─── MATERIAL SUPPLIED
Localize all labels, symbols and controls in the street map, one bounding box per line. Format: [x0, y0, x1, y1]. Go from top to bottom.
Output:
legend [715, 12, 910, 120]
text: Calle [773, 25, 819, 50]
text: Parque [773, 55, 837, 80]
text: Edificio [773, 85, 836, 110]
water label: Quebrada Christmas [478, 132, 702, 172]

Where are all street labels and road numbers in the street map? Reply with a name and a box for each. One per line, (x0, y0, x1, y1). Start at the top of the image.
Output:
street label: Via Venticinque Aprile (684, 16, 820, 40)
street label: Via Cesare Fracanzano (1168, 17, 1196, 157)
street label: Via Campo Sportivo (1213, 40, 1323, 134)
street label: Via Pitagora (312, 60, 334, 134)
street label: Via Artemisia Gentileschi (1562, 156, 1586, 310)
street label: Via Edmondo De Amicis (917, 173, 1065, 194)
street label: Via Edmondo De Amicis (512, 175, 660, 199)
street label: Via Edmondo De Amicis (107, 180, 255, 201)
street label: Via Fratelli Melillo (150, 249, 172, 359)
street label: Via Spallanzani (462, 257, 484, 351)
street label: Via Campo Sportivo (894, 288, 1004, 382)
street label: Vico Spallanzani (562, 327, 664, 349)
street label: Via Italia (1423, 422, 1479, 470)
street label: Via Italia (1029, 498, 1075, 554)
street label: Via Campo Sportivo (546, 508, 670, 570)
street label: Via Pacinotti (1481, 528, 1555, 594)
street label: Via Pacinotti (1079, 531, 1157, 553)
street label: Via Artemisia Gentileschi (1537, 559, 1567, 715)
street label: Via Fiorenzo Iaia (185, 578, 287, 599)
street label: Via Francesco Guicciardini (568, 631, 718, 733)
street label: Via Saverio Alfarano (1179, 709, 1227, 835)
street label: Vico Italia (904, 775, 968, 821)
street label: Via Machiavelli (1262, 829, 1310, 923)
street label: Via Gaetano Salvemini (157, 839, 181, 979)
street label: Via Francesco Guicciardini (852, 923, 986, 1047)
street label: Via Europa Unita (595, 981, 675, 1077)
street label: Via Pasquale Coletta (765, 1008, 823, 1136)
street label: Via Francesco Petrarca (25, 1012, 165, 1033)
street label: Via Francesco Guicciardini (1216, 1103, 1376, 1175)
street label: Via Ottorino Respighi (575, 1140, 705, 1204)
──────
─── MATERIAL SUPPLIED
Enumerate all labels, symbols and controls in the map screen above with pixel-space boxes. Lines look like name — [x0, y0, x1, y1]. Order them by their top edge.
──────
─── MATERIAL SUPPLIED
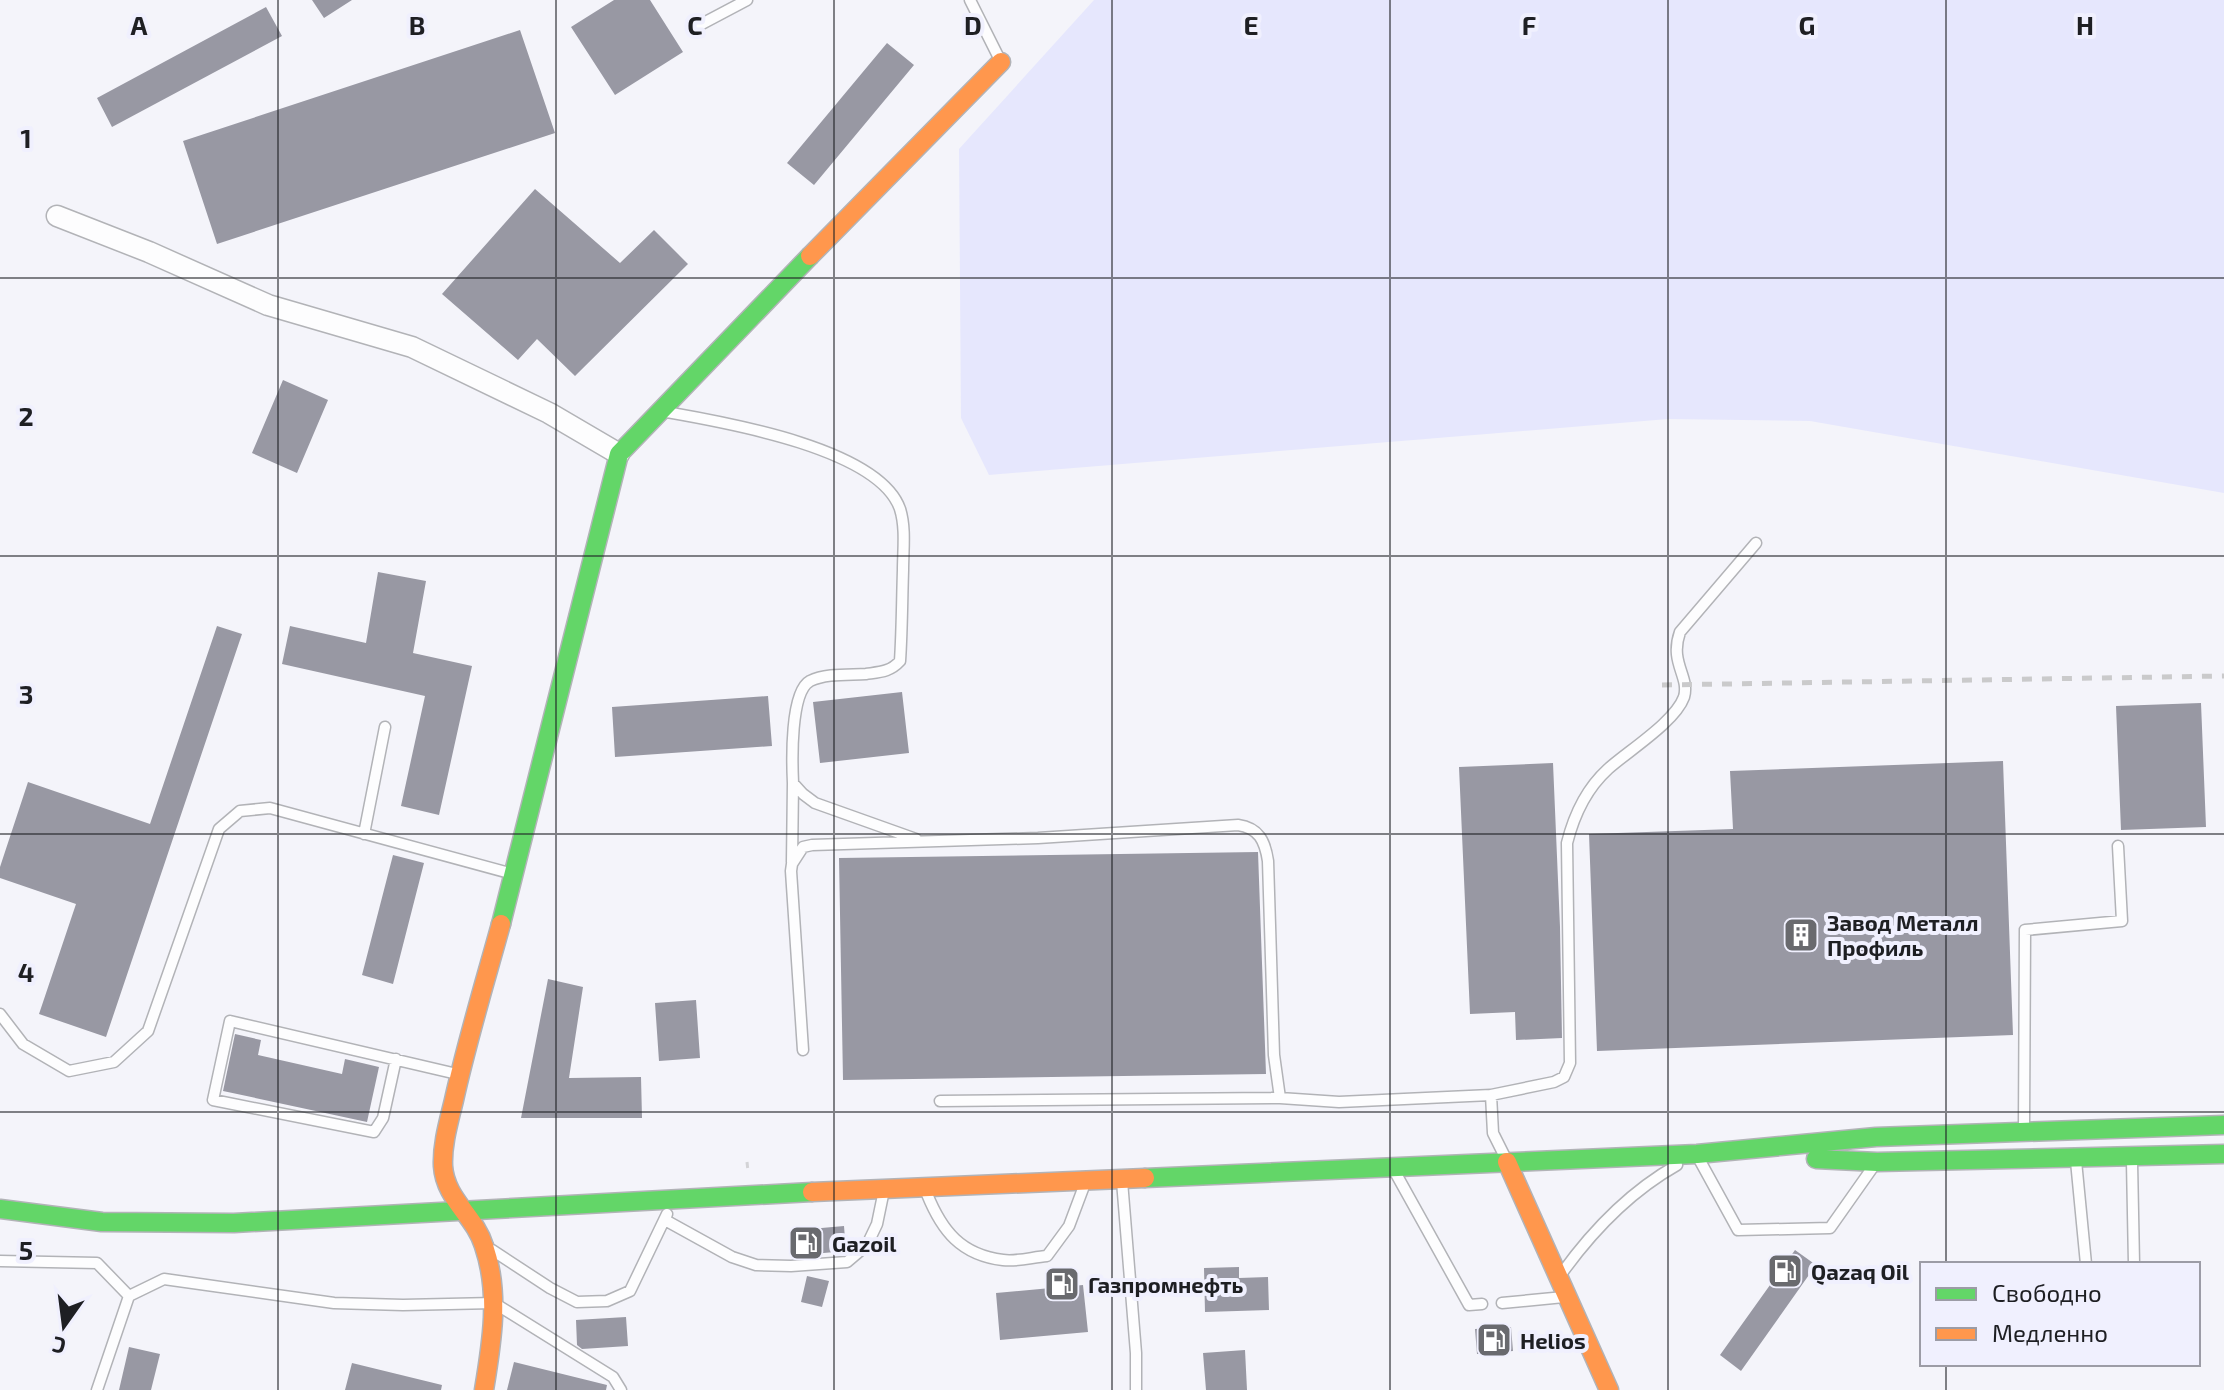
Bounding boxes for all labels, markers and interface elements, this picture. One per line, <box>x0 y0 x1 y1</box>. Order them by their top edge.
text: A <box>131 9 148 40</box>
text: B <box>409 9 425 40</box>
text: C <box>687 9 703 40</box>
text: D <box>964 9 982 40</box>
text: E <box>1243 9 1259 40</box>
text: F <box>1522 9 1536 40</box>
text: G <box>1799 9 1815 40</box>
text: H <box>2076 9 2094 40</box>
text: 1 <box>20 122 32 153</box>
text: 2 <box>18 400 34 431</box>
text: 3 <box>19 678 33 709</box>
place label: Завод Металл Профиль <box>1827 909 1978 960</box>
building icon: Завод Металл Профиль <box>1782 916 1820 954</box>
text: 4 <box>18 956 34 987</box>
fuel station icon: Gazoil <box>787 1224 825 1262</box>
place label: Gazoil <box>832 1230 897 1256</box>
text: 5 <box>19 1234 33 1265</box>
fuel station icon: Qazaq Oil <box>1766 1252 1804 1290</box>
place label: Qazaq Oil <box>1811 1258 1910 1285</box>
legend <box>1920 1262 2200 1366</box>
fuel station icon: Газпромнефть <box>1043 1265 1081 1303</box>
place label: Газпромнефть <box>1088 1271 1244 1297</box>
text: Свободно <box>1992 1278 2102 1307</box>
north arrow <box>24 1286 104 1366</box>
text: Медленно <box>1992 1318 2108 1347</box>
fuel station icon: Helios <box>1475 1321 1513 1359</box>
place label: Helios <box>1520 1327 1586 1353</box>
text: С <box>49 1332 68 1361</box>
──────
→ **WORK REQUEST**
Copy out each line of the listing that contains the word "with".

→ **ANSWER FOR THE TASK**
Where are all street labels and road numbers in the street map? Reply with a name and a box for each. One per line, (x0, y0, x1, y1). Start at the top of the image.
Enumerate all labels, symbols and controls in the map screen above with pixel-space boxes. Lines look like name — [x0, y0, x1, y1]. Order them by their top edge.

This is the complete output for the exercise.